- TASK STATEMENT
Return, in their exact form, the lines that lie between the start of the data below and the line containing "position:relative; flex:1; overflow:hidden", with both ends included.

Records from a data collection
──────────
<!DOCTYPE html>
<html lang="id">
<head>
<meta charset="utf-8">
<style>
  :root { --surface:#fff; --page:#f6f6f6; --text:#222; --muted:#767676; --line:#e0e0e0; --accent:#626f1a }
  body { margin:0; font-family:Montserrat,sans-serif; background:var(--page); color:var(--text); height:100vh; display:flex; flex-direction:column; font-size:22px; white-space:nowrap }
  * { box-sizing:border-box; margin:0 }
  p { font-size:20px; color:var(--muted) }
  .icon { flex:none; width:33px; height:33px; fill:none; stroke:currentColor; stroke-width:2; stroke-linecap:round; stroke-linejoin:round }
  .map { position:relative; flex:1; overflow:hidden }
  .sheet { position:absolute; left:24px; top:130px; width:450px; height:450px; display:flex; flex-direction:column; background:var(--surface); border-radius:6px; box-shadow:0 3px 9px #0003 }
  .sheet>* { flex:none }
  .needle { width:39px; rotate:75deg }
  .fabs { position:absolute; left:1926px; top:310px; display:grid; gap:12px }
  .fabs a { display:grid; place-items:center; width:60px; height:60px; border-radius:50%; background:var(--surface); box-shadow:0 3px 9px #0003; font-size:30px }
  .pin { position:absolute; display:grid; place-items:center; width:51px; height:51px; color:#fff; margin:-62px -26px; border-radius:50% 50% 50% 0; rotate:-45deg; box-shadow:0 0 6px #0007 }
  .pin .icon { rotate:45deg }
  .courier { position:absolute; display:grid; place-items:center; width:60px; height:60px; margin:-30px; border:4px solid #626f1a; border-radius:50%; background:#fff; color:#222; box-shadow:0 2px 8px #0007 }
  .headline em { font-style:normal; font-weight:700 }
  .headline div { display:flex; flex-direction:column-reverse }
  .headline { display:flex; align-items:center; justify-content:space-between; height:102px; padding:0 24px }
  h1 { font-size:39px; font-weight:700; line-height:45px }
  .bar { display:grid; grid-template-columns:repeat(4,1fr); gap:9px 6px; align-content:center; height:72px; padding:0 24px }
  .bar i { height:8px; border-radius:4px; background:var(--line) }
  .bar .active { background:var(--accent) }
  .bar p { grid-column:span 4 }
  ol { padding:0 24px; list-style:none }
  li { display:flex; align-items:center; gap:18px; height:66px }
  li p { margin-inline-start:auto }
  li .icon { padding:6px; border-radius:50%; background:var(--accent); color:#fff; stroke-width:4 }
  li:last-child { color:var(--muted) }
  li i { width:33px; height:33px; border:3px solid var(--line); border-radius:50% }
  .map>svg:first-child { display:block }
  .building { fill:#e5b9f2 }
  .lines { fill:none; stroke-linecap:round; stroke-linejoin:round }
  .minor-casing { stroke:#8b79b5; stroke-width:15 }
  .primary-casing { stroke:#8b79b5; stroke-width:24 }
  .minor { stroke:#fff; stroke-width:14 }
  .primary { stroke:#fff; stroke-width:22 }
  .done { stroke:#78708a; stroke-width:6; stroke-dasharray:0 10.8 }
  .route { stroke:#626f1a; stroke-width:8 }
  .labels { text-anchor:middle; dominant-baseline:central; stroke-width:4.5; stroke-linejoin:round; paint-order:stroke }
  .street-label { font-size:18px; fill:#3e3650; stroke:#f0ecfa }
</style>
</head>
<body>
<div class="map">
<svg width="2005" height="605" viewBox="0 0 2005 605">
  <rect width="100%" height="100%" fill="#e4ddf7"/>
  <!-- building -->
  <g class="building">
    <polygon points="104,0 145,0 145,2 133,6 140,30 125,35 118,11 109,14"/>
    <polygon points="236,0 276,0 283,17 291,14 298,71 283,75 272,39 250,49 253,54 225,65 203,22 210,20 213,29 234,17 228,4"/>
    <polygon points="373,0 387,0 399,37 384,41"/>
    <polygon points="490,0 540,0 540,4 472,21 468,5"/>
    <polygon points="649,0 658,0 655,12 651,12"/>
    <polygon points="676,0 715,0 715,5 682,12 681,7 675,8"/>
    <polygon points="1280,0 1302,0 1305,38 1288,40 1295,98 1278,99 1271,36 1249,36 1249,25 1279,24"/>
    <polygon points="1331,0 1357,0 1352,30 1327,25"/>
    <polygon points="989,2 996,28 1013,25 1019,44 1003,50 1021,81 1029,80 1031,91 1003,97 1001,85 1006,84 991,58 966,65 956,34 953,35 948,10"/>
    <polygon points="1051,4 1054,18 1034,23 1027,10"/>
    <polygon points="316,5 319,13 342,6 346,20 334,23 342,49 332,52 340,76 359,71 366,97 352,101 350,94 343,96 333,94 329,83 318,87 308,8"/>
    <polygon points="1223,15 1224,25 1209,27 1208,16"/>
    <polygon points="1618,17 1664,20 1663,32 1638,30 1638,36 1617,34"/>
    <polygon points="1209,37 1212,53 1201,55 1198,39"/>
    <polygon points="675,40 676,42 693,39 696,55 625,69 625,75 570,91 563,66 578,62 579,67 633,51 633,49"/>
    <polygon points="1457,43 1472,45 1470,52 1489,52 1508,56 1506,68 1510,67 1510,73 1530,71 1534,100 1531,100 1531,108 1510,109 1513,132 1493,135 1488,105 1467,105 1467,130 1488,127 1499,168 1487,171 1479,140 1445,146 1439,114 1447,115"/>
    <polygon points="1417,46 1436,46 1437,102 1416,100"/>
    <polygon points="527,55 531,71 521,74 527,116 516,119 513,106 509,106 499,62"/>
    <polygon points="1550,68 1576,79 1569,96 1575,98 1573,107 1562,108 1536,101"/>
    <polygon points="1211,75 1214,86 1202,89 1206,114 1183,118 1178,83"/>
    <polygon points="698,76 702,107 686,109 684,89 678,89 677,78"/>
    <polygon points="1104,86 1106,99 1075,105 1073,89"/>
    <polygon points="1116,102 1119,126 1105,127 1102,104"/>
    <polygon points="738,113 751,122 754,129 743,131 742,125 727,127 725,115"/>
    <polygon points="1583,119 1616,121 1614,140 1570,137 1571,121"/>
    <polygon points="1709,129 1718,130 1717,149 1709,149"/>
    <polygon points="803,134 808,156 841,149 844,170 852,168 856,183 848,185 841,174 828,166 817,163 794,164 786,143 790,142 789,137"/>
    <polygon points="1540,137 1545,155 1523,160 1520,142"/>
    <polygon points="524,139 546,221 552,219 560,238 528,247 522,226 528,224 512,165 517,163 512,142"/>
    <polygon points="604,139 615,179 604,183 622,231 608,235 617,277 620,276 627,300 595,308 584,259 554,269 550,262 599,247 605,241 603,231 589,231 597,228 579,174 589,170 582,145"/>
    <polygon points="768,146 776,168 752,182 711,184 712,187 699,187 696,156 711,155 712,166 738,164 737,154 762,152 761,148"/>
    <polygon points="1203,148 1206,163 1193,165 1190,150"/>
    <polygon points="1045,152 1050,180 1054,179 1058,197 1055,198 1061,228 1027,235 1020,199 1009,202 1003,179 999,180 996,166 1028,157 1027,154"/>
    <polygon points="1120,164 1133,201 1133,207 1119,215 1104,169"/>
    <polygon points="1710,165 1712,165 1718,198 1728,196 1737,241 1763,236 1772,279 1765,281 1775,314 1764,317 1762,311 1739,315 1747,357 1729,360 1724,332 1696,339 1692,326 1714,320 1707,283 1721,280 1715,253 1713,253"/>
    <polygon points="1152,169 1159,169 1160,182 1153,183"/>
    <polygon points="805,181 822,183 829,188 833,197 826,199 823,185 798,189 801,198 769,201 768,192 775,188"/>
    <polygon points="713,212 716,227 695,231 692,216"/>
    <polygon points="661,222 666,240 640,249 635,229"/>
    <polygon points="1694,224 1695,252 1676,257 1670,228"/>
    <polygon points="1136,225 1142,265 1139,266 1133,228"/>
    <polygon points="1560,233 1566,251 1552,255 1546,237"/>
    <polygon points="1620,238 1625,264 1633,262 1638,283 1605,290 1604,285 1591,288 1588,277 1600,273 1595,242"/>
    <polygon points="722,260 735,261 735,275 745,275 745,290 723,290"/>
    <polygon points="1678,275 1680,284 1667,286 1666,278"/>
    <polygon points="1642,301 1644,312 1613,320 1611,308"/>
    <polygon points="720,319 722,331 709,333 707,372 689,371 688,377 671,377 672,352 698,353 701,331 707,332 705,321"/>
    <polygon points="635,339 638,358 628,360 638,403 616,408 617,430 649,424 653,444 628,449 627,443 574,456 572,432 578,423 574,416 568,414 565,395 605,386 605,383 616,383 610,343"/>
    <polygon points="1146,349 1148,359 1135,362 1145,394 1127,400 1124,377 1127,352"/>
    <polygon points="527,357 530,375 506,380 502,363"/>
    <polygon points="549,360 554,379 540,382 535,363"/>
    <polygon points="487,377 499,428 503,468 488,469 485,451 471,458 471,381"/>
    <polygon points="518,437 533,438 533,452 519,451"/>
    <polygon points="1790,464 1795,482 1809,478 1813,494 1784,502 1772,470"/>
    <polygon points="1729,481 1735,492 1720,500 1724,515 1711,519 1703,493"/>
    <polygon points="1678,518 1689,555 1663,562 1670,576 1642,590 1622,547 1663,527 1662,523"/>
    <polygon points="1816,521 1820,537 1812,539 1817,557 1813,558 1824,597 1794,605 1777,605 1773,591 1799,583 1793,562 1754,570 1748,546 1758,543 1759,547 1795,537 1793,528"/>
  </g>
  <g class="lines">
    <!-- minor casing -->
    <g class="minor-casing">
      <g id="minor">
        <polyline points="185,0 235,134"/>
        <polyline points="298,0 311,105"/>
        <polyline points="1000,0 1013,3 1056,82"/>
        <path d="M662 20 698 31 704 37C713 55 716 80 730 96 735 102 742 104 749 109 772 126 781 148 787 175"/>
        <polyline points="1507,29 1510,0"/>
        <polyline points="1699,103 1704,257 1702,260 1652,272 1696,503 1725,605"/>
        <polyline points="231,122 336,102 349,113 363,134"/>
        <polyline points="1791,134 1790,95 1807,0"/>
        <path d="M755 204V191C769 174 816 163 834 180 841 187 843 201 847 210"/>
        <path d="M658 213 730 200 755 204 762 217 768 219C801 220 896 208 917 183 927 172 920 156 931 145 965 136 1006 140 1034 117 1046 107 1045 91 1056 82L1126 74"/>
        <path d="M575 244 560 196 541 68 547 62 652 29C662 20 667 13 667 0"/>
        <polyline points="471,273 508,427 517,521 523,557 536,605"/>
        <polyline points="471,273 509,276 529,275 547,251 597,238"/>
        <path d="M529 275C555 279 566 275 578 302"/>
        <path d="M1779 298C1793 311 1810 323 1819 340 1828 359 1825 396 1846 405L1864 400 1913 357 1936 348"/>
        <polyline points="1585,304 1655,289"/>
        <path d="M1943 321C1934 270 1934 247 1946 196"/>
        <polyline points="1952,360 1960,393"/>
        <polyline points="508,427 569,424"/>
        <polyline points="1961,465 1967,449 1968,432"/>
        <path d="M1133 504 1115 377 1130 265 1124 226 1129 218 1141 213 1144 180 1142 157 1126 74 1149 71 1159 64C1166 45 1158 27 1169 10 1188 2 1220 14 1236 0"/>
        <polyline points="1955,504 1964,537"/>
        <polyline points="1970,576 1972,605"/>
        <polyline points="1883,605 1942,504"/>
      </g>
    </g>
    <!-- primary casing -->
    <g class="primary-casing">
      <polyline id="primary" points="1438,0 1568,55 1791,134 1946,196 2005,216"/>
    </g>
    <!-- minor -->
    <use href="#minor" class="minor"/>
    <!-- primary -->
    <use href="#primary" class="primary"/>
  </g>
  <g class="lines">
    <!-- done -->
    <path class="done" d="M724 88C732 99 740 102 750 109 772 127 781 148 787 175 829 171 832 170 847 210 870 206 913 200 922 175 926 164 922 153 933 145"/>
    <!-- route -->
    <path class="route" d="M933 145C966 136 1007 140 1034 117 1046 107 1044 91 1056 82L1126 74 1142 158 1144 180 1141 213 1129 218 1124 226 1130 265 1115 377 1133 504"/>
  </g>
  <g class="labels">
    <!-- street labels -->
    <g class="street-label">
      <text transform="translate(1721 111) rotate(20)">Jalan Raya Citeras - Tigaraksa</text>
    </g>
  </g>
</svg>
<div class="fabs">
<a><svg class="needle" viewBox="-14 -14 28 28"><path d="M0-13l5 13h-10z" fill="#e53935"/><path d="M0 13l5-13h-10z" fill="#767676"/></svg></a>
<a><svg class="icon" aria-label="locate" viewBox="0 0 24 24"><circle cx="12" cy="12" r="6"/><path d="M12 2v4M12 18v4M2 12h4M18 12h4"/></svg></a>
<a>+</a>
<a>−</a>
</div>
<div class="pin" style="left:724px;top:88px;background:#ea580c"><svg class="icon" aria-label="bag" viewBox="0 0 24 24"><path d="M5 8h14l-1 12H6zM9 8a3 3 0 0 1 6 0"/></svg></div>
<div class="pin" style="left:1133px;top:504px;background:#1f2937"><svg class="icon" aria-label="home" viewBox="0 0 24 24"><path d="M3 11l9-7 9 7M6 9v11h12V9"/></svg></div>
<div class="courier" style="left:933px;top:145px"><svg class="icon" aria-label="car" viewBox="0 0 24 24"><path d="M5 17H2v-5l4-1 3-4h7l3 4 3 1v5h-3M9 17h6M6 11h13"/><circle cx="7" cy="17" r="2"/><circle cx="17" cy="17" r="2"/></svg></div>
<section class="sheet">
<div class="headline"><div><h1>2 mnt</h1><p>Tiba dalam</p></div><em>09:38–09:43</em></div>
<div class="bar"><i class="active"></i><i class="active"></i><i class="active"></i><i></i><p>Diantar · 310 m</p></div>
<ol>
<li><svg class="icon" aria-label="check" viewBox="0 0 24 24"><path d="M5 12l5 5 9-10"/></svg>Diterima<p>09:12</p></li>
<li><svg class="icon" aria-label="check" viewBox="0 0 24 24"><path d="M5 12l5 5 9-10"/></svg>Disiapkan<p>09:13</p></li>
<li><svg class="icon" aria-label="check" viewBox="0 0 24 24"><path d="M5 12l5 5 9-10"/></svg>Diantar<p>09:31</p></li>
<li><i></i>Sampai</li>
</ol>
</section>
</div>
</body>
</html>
──────────
- YOUR SOLUTION
<!DOCTYPE html>
<html lang="id">
<head>
<meta charset="utf-8">
<style>
  :root { --surface:#fff; --page:#f6f6f6; --text:#222; --muted:#767676; --line:#e0e0e0; --accent:#626f1a }
  body { margin:0; font-family:Montserrat,sans-serif; background:var(--page); color:var(--text); height:100vh; display:flex; flex-direction:column; font-size:22px; white-space:nowrap }
  * { box-sizing:border-box; margin:0 }
  p { font-size:20px; color:var(--muted) }
  .icon { flex:none; width:33px; height:33px; fill:none; stroke:currentColor; stroke-width:2; stroke-linecap:round; stroke-linejoin:round }
  .map { position:relative; flex:1; overflow:hidden }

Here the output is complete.